▶ _AIM OF THE TASK_
The answer must be every line from the entries below that includes "stream".

::::

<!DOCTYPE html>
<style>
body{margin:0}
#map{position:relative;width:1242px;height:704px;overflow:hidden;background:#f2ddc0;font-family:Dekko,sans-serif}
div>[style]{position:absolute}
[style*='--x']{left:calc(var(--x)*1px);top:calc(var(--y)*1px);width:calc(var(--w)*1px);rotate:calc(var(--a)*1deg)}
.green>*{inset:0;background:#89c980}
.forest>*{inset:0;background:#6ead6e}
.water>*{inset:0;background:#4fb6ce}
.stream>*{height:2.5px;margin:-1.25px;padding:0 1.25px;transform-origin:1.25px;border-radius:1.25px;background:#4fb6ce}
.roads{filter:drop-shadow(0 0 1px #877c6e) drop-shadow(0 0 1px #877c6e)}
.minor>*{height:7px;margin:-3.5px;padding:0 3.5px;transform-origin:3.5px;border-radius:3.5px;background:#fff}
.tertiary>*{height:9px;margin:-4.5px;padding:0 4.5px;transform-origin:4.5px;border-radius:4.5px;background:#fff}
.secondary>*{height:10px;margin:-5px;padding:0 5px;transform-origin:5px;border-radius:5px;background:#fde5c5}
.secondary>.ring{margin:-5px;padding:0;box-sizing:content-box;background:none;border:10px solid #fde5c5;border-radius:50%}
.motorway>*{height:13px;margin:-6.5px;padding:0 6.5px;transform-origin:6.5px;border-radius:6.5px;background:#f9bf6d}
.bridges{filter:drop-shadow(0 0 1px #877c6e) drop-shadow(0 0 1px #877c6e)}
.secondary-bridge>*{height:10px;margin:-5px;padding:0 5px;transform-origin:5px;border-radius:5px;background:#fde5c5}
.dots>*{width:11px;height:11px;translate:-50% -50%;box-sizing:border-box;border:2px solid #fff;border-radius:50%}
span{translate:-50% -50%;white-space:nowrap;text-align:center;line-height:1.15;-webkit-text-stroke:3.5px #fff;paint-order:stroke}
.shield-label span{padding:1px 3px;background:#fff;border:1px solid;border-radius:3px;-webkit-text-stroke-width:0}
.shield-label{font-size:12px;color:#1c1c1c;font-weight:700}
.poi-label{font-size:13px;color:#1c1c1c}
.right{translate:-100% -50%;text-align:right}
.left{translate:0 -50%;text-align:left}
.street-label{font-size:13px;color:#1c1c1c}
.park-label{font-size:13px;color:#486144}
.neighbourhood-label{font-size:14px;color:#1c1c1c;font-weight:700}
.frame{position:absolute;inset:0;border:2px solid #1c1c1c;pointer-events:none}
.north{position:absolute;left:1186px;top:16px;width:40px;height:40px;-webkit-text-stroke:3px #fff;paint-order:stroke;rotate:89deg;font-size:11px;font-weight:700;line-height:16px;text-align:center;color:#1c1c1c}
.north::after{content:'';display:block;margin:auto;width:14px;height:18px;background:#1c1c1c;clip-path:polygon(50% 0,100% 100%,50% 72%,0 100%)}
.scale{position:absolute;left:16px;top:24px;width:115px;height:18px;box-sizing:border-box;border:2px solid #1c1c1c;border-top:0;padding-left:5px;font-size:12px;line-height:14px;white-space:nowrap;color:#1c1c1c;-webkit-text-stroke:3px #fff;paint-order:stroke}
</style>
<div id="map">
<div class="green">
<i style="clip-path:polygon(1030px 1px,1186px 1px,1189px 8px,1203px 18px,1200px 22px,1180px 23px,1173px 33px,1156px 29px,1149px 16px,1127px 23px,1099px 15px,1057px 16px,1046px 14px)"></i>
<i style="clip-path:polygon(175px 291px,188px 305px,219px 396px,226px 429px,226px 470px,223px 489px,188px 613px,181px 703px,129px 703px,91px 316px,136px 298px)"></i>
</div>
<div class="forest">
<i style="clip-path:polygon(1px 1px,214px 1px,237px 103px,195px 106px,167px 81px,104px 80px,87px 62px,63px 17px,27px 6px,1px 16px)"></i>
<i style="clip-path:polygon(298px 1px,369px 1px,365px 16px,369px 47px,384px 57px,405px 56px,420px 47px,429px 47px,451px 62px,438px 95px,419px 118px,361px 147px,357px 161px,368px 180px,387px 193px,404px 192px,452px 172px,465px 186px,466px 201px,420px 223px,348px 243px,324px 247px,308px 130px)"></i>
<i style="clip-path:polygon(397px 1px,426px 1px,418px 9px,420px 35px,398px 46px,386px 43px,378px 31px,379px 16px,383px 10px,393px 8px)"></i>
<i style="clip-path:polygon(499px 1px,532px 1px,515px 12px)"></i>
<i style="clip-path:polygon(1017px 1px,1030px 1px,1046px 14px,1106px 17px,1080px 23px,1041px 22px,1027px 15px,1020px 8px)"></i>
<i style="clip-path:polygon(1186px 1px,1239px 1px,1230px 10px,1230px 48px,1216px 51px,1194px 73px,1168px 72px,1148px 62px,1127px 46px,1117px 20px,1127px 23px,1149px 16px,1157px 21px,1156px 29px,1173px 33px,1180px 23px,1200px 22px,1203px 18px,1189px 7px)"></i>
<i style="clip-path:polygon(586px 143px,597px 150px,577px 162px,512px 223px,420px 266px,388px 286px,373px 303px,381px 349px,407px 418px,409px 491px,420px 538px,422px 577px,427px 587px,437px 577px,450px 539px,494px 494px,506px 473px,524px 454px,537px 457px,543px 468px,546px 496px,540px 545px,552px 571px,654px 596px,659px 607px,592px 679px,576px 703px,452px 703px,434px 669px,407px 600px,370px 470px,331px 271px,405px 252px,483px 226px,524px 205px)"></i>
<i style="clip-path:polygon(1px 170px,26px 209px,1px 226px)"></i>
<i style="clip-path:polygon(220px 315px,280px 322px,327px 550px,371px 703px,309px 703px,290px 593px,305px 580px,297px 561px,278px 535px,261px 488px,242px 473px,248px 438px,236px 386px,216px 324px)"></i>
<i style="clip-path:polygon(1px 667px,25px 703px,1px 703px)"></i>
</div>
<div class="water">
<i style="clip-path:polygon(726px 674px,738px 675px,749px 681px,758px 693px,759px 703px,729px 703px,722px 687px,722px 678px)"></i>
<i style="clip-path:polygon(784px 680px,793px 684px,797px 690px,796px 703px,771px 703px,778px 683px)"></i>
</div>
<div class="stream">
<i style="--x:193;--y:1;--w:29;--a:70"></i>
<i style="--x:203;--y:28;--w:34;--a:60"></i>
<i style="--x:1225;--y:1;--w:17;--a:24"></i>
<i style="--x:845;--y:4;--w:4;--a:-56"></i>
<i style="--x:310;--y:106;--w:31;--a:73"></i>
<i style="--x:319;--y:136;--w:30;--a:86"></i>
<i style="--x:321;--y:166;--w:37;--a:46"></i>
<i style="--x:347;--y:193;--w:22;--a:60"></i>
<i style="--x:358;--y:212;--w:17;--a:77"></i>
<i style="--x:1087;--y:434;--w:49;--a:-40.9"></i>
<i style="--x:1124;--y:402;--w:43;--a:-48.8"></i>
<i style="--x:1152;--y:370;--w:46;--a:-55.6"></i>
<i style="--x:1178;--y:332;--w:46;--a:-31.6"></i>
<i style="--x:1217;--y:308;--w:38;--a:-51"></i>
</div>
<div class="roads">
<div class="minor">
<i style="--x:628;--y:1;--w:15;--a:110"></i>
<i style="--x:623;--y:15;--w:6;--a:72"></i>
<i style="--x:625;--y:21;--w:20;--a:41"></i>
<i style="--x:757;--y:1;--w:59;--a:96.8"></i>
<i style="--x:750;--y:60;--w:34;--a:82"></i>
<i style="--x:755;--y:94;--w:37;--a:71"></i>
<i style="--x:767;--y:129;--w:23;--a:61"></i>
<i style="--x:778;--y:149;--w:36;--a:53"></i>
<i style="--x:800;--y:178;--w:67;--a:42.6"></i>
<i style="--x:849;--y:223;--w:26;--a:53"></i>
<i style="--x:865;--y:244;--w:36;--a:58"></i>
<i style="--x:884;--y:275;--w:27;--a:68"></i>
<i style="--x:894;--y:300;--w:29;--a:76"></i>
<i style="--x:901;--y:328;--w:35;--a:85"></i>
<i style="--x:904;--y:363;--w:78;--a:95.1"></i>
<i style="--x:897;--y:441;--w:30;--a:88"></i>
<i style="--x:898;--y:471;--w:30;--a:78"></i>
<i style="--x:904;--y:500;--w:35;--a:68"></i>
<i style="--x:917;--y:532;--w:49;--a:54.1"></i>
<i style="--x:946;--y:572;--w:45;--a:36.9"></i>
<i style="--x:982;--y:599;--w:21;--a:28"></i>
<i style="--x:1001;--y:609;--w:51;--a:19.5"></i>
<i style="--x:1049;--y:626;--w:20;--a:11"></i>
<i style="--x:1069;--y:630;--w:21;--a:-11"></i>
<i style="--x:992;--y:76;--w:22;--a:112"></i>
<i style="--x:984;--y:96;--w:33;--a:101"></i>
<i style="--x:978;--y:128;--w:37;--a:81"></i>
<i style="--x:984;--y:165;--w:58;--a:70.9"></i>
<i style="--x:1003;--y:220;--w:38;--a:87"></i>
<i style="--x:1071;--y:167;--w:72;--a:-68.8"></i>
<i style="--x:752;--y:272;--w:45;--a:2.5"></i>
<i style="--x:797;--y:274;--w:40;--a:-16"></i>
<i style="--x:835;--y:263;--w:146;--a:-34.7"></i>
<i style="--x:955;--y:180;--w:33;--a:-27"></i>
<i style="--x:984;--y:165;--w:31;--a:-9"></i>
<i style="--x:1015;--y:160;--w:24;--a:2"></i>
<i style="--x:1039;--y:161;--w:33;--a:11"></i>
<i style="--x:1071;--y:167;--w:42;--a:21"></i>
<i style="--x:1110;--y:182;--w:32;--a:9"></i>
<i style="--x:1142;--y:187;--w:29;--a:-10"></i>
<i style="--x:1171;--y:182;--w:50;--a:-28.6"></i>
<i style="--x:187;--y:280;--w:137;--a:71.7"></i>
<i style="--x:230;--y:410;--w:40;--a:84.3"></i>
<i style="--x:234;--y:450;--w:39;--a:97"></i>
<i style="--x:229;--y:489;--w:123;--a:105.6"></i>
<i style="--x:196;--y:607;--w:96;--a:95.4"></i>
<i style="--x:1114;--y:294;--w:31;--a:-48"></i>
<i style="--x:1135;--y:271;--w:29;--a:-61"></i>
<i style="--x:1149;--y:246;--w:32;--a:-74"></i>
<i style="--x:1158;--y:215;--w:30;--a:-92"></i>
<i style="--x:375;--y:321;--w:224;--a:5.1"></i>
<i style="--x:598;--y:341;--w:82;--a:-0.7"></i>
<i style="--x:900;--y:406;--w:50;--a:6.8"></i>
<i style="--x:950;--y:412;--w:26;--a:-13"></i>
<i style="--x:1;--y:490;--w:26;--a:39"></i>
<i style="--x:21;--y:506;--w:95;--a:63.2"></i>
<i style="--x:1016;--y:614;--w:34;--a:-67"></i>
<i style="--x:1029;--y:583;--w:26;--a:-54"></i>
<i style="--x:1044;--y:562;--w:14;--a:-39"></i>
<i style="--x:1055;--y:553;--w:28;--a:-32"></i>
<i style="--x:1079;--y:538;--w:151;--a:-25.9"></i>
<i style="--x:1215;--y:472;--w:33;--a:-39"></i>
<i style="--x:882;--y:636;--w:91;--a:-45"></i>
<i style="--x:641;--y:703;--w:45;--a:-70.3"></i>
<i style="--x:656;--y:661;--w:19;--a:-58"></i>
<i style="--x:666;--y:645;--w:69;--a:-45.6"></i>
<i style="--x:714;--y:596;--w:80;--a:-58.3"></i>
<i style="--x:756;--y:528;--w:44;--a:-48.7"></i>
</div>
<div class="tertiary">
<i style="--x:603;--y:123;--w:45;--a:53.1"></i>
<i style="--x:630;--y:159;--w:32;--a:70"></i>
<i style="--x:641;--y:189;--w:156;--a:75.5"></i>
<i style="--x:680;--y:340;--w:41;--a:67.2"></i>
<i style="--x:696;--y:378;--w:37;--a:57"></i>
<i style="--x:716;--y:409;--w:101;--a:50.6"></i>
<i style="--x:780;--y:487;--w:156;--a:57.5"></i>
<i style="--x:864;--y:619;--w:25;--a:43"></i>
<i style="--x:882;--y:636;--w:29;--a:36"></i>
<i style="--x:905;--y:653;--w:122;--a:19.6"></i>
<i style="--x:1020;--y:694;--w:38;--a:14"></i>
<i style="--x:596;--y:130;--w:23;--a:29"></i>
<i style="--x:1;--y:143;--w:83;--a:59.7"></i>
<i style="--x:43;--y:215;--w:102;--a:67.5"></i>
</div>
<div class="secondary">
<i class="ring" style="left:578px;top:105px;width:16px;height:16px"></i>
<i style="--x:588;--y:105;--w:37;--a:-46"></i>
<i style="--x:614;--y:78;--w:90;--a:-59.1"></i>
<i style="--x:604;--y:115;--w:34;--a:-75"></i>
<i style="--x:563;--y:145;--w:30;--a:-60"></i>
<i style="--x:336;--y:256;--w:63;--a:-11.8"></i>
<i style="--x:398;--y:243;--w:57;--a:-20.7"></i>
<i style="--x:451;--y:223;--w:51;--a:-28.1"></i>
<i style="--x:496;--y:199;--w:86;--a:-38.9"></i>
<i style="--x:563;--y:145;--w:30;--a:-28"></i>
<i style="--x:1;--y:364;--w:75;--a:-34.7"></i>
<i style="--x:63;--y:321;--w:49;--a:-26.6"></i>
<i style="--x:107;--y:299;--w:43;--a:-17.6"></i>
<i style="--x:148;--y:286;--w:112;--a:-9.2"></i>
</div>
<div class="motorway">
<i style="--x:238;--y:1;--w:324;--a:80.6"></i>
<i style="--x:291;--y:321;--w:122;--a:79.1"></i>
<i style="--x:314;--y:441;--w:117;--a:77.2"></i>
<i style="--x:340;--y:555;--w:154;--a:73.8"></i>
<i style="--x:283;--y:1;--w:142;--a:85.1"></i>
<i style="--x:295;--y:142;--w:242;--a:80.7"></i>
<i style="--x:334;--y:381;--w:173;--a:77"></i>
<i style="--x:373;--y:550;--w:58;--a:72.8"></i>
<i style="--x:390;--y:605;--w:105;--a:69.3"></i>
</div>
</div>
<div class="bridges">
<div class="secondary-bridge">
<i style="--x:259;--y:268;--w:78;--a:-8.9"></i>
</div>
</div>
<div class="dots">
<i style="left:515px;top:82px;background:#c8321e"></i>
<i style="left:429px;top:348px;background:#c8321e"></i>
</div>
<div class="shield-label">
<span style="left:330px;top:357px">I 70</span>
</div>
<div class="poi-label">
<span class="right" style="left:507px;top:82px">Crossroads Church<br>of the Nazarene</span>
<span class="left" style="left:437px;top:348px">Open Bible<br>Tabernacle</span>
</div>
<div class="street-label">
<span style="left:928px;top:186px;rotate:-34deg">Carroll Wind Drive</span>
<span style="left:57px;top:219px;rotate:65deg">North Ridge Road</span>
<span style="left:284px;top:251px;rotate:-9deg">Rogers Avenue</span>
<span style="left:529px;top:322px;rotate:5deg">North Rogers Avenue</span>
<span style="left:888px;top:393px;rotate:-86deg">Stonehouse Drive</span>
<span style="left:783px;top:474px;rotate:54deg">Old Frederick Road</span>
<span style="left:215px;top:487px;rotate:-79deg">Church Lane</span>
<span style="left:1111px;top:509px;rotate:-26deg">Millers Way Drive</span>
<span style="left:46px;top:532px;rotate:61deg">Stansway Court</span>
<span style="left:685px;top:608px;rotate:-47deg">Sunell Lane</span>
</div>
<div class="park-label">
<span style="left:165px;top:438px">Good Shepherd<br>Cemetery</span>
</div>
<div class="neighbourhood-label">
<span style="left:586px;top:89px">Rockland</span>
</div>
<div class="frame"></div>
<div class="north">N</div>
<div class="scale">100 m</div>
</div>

::::

▶ _EXERCISE SOLUTION_
.stream>*{height:2.5px;margin:-1.25px;padding:0 1.25px;transform-origin:1.25px;border-radius:1.25px;background:#4fb6ce}
<div class="stream">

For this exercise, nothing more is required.